Just last month, the Auditor General’s 2024 report flagged $6.8 million in unverified overseas travel expenses by the THA.
Chief Secretary Farley Augustine responded then, saying it was caused by an administrative oversight. However, he said he has found reason to launch an internal investigation into the Division of Tourism’s travel spending.
Although Augustine said in May that his administration had spent $11 million on travel over the last three years, Morris claimed he has evidence the figure was $20 million and has now surpassed it.
“My information is, as of today, that cost is now ballooned to $25 million. So it means between last October to present, the THA would have spent over $5 million in overseas travel,” Morris said.
He said huge spending was happening while suppliers and workers face “record delays in payments.”
“Some people are waiting over five years for gratuity payments. Persons don’t have basic supplies in the division of support,” he added.
He said the lavish travel budget contradicts the hardship faced by families and small businesses.
“This is happening in the face of what I just described, where the THA is unable to pay suppliers, small businesses, where workers who would have worked hard during their contract period can’t even get their gratuity,” Morris said.
Minority councillor Petal-Ann Benoit backed Morris’ claims, saying the THA is receiving the highest budget allocations in its history and spending the money, yet service providers are still waiting for payment, and some Government offices cannot even get ink.
“We have heard the voices of our small business owners, our transport operators, our cultural workers, our school communities, and even the very staff in the Tobago House of Assembly. They are all being squeezed, not because there is no money in the THA, but because the money is not reaching them,” Benoit said.
She said unpaid bills are affecting maxi taxi operators, carnival stakeholders, daily-paid workers, and schools, which last term only received basic supplies like toilet paper and cleaning products near the end of the term.
Benoit dismissed claims that the THA is broke.

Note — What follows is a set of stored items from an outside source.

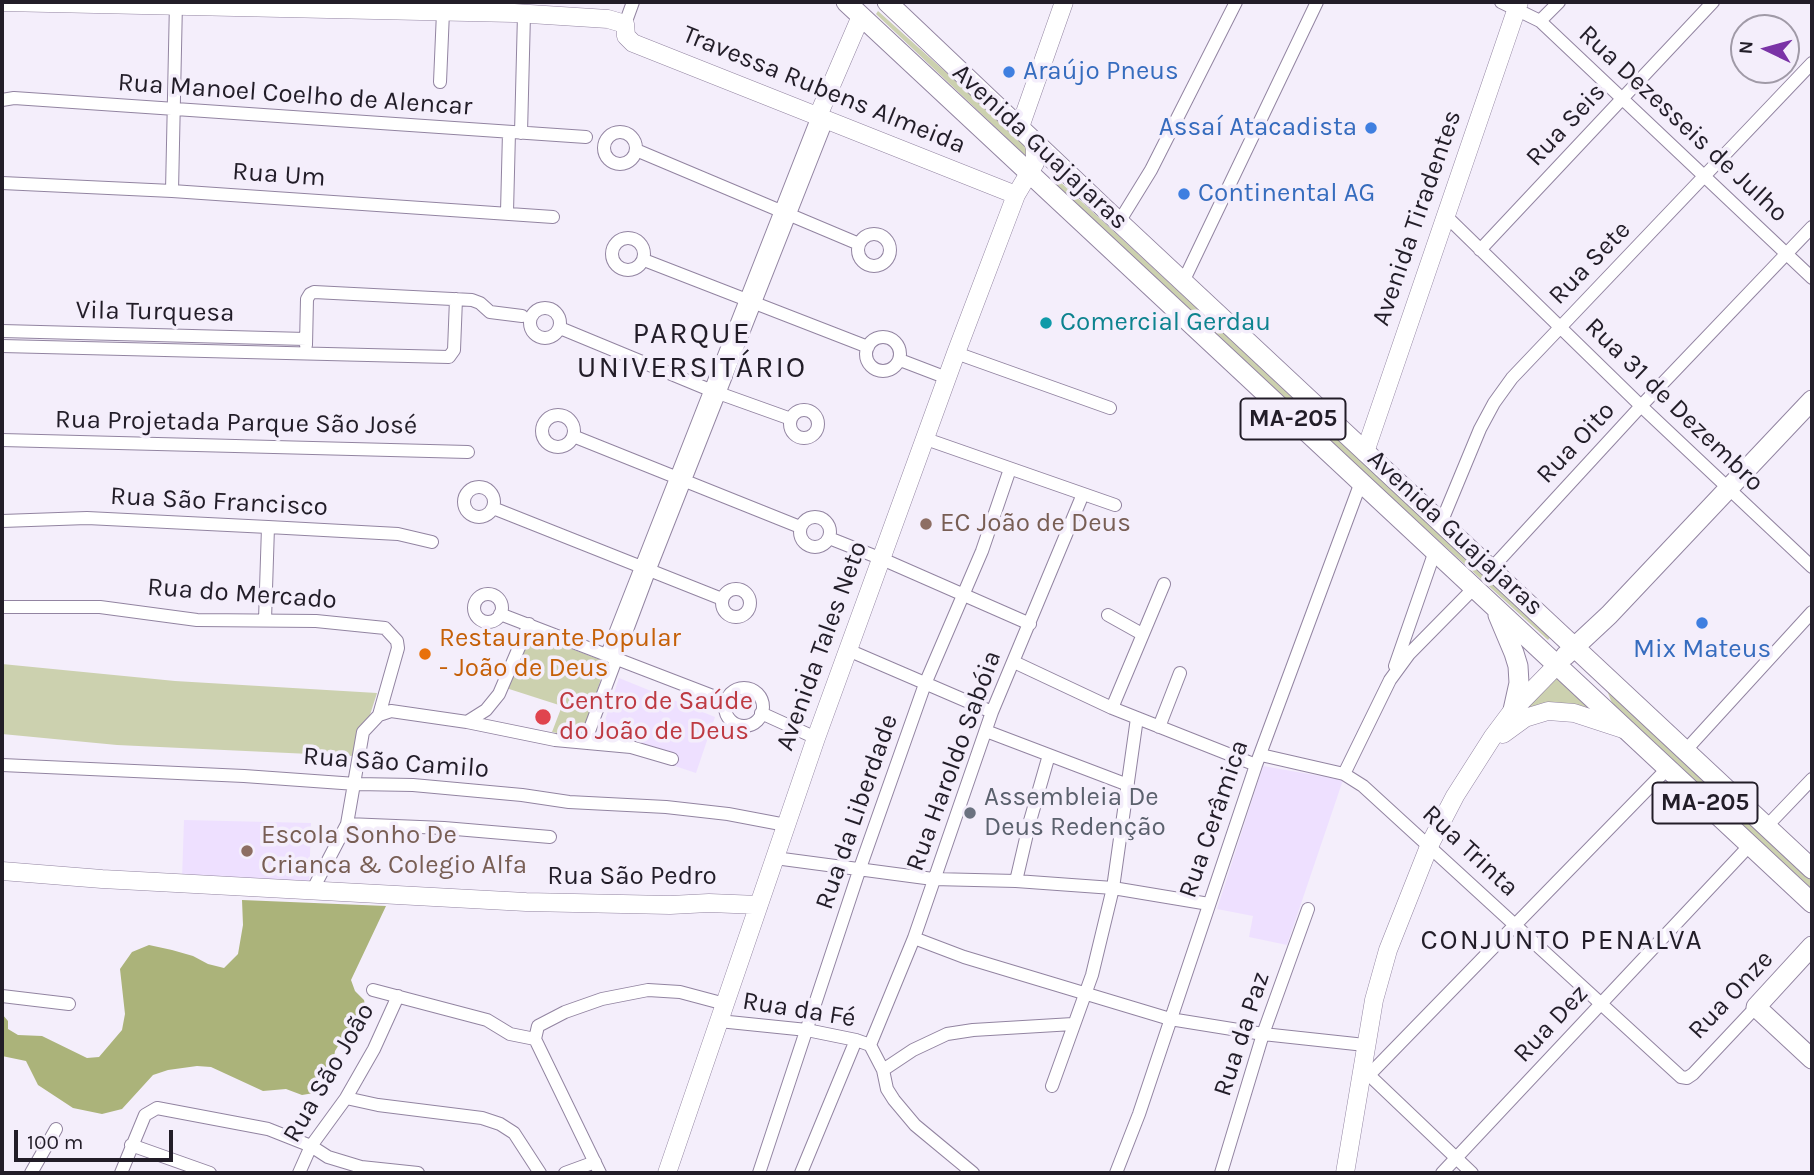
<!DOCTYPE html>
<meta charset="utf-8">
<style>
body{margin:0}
#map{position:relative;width:1814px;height:1175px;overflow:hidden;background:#f4eefb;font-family:Karla,sans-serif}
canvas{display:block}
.frame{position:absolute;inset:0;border:4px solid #221d28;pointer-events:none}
.north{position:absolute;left:1730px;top:14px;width:70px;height:70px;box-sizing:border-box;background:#f4eefb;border:2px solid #a09aa7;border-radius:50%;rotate:275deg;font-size:19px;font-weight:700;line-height:28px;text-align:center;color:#221d28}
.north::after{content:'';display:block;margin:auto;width:24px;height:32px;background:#7a33a6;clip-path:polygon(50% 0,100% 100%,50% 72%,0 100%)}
.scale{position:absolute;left:14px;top:1130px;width:159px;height:32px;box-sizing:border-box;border:4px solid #221d28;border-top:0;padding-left:9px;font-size:21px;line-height:24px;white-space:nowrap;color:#221d28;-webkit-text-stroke:5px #f4eefb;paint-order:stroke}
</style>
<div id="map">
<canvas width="1814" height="1175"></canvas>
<div class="frame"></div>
<div class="north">N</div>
<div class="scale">100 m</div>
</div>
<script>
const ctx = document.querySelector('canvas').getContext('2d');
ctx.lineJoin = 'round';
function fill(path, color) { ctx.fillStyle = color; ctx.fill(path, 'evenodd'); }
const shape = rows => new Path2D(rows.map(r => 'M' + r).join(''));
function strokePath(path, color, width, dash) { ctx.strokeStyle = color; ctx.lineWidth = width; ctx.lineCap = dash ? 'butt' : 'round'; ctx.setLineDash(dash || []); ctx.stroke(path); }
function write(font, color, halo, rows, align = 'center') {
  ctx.font = font + ' Karla,sans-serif'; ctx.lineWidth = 7; ctx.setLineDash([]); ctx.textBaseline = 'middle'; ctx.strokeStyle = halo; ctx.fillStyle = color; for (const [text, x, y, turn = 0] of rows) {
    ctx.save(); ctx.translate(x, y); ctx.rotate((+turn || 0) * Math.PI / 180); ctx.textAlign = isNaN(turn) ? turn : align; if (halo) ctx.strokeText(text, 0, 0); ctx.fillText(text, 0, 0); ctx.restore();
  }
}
const built = shape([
 [619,678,715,717,696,773,675,766,677,756,601,732],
 [1263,766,1343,780,1287,945,1249,937,1253,916,1217,909],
 [184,820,311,823,309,886,182,879]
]);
const green = shape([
 [878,11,1030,148,1029,159,876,14],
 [1055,177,1551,636,1548,640,1326,438,1053,183],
 [533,634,606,662,589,718,578,732,571,736,552,732,562,706,506,688,528,635],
 [2,664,175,681,377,693,369,718,353,756,117,745,2,734],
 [1555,672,1593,709,1589,711,1562,703,1549,703,1523,711],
 [1606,688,1812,881,1812,890,1612,703]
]);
const forest = shape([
 [242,900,386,906,351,980,355,991,364,1000,367,1016,362,1032,350,1041,340,1043,335,1051,329,1087,320,1092,302,1095,286,1089,263,1091,211,1067,197,1066,168,1070,153,1075,122,1109,102,1114,73,1108,38,1085,26,1061,2,1056,2,1014,8,1021,8,1029,18,1035,42,1036,87,1058,99,1057,122,1030,125,1014,120,969,132,952,149,945,172,950,193,956,208,964,224,968,238,954,243,925]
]);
const street = shape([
 [1501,2,1540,21,1812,278],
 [1540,21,1559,2],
 [625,24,633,2],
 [440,82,443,12],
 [2,100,14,98,586,137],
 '604 148a16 16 0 1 1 32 0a16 16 0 1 1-32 0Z',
 [521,133,524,14],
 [636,150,859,244],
 [2,183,172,191,553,217],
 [172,191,176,2],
 [507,212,509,132],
 [1446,216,1641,406,1812,567],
 [1119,222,1151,170,1236,2],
 '858 250a16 16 0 1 1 32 0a16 16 0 1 1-32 0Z',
 '612 254a16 16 0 1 1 32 0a16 16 0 1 1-32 0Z',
 [1480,250,1713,2],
 [644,260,868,347],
 [1183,282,1317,2],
 '530 323a15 15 0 1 1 30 0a15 15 0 1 1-30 0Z',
 [560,328,710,390,791,419],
 [2,331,306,339],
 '866 354a17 17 0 1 1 34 0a17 17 0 1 1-34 0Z',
 [306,345,307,299,310,294,314,292,472,300,480,303,490,312,522,316],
 [2,346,449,357,454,350,456,299],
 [956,353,1110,408],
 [900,360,947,378],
 '790 424a14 14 0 1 1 28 0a14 14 0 1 1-28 0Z',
 '542 431a16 16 0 1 1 32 0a16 16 0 1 1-32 0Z',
 [573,436,800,527],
 [926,439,1115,505],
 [2,440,468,452],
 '464 502a15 15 0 1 1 30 0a15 15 0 1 1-30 0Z',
 [493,508,722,599],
 '800 532a15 15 0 1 1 30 0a15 15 0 1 1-30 0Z',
 [2,521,87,518,268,527,398,534,432,542],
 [1441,523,1480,429,1494,403,1512,378,1812,63],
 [829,538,882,559,1030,624],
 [1491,569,1641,406,1812,227],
 '722 603a14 14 0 1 1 28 0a14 14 0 1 1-28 0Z',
 '474 608a14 14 0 1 1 28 0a14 14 0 1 1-28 0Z',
 [2,607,100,607,197,620,316,621,385,628,397,641,398,648,379,715],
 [500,614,726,701],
 [1108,615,1142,634],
 [265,620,268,527],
 [848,650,992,712],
 [607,654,818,116],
 [1014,662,1112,708,1256,765],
 [1395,666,1435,551],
 '725 707a19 19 0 1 1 38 0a19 19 0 1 1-38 0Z',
 [1112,708,1164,584],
 [761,713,816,738],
 [467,722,486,710,499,694,529,624],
 [1159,727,1180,673],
 [986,731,1128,785],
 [585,742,650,569,827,120],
 [1685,751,1812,612],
 [1261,755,1344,774,1363,786,1681,1077,1687,1078,1693,1074,1756,1007],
 [2,765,244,776,356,784,413,785,522,795,569,802,666,807,728,814,786,825],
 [1344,774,1390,680,1409,654,1474,588],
 [347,824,444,828,550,837],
 [1766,827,1812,779],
 [775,858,933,879,1016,881,1113,888,1209,904],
 [1016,881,1030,821,1049,755],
 [312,891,347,824,363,732,379,715,391,711,467,722,555,740,631,747,672,759],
 [914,938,964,957,1170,1019,1263,1034,1365,1045],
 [373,990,487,1020,510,1034,535,1039],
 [2,996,69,1004],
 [719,1021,807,1030,856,1040,870,1045,883,1070,887,1089,894,1100,915,1125,973,1173],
 [535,1039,538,1026,565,1012,602,999,648,990,680,992,725,1004],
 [535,1039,600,1173],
 [870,1045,914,938,992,712,1083,494],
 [883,1070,913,1050,947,1034,973,1030,1073,1024],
 [1361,1075,1369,1075,1472,1173],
 [1369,1075,1668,768],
 [1052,1086,1092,975,1113,888,1137,718],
 [346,1098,378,1105,482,1118,500,1124,514,1133,540,1173],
 [131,1145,210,1173],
 [31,1173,56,1129],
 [121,1173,145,1115,157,1108,268,1129,311,1146,328,1157,361,1167,418,1173],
 [299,1173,311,1146,346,1098,374,1049,398,996],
 [565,1173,595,1162],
 [759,1173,860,868,925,684,982,551,1010,469],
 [801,1173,856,1040],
 [1116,1173,1139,1114,1256,765,1361,482],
 [1221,1173,1263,1034,1308,909],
 [1442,1173,1750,845]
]);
const secondary = shape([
 [2,2,514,13,608,19,625,24,626,36,633,43,1016,195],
 [818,116,861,16],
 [1020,127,1064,2],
 [1365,452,1519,2],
 [1503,734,1525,718,1548,711,1574,713,1626,730],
 [2,871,102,879,526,902,670,905,709,903,759,905],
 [667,1173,816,738,956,353,1016,195,1035,163,1035,142],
 [1345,1173,1374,1000,1388,950,1430,844,1455,796,1492,738,1513,710,1557,665]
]);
const primary = shape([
 [846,2,1812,903],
 [887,2,1119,222,1812,869],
 [1498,615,1514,653,1518,666,1519,683,1513,710],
 [1565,656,1609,615,1812,400],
 [1812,946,1756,1007,1812,1059]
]);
const markers = [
 [1009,72,7,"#3f7fe0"],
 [1371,128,7,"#3f7fe0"],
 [1184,194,7,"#3f7fe0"],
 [1046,323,7,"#0f9aa8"],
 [926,524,7,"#8d6e63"],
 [1702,623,7,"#3f7fe0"],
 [425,654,7,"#e8710a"],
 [543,717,9,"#e0444e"],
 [970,813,7,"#6b7280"],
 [247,851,7,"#8d6e63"]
];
const shields = [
 [1293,419,105],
 [1705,803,105]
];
const shieldNames = [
 ["MA-205",1293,419],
 ["MA-205",1705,803]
];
const shopNames = [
 ["Araújo Pneus",1023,72],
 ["Assaí Atacadista",1357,128,"right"],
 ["Continental AG",1198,194],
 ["Mix Mateus",1702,650,"center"]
];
const streetNames = [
 ["Travessa Rubens Almeida",824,90,22],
 ["Rua Manoel Coelho de Alencar",295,95,4],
 ["Rua Dezesseis de Julho",1683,124,43],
 ["Rua Seis",1566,125,-47],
 ["Avenida Guajajaras",1040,147,43],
 ["Rua Um",279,175,4],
 ["Avenida Tiradentes",1417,218,-71],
 ["Rua Sete",1590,263,-46],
 ["Vila Turquesa",155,312,1],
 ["Rua 31 de Dezembro",1674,405,44],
 ["Rua Projetada Parque São José",236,423,1],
 ["Rua Oito",1576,443,-47],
 ["Rua São Francisco",219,502,3],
 ["Avenida Guajajaras",1455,533,43],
 ["Rua do Mercado",242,594,4],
 ["Avenida Tales Neto",822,646,-70],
 ["Rua Haroldo Sabóia",954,761,-70],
 ["Rua São Camilo",396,763,4],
 ["Rua da Liberdade",857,812,-71],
 ["Rua Cerâmica",1214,819,-71],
 ["Rua Trinta",1470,851,43],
 ["Rua São Pedro",632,877],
 ["Rua Onze",1731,995,-47],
 ["Rua da Fé",799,1010,9],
 ["Rua Dez",1551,1024,-47],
 ["Rua da Paz",1242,1034,-72],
 ["Rua São João",329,1073,-60]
];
const cultureNames = [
 ["Comercial Gerdau",1060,323]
];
const educationNames = [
 ["EC João de Deus",940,524],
 ["Escola Sonho De",261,836],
 ["Crianca & Colegio Alfa",261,866]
];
const foodNames = [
 ["Restaurante Popular",439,639],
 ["- João de Deus",439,669]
];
const healthNames = [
 ["Centro de Saúde",559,702],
 ["do João de Deus",559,732]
];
const worshipNames = [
 ["Assembleia De",984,798],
 ["Deus Redenção",984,828]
];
const neighbourhoodNames = [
 ["CONJUNTO PENALVA",1562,941]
];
const quarterNames = [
 ["PARQUE",692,334],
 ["UNIVERSITÁRIO",692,368]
];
fill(built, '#eee0ff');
fill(green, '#ccd1af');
fill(forest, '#abb37a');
strokePath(street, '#9284a1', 14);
strokePath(secondary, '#9284a1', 19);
strokePath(primary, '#9284a1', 21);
strokePath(street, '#fff', 12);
strokePath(secondary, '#fff', 18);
strokePath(primary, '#fff', 19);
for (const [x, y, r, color] of markers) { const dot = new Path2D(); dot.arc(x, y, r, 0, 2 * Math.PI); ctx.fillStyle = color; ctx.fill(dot); strokePath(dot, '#f4eefb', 2.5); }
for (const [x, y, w] of shields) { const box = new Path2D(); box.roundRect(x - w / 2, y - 20.5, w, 41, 5); ctx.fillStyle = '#f4eefb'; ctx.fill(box); strokePath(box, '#221d28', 2); }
write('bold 24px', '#221d28', null, shieldNames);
write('26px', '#366cbe', '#f4eefb', shopNames, 'left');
write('26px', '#221d28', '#f4eefb', streetNames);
write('26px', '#0d838f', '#f4eefb', cultureNames, 'left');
write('26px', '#785e54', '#f4eefb', educationNames, 'left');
write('26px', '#c56008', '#f4eefb', foodNames, 'left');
write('26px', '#be3a42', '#f4eefb', healthNames, 'left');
write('26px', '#5b616d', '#f4eefb', worshipNames, 'left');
ctx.letterSpacing = '2px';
write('28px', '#221d28', '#f4eefb', neighbourhoodNames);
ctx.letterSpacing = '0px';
ctx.letterSpacing = '2px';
write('30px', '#221d28', '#f4eefb', quarterNames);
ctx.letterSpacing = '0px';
</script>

She said allocations have risen every year: $2.365 billion in 2022, $2.521 billion in 2023, $2.5852 billion in 2024, and $2.60796 billion in 2025—over $10.076 billion in four years.
“If this THA received over $10 billion, why aren’t our service providers and individuals not paid on time?” she asked.
She said expenditure has also increased each year, with $1.287 billion already spent between October 2024 and April 2025, while 79 per cent of this year’s budget had been released by the Ministry of Finance by April.
“It is not accurate to say that the THA has no money,” she said.
Benoit noted that the THA also receives extra funds during the mid-year budget review. She said Tobago got $60 million in 2022, $100 million in 2023, and $50 million in 2024, but only $32 million this year—the “lowest … in recent history” despite one of the highest national supplements.
Benoit called on Augustine and the Executive Council to settle all outstanding debts.
Guardian Media reached out to Augustine and Deputy Chief Secretary Faith Brebnor but did not get any responses up to late yesterday.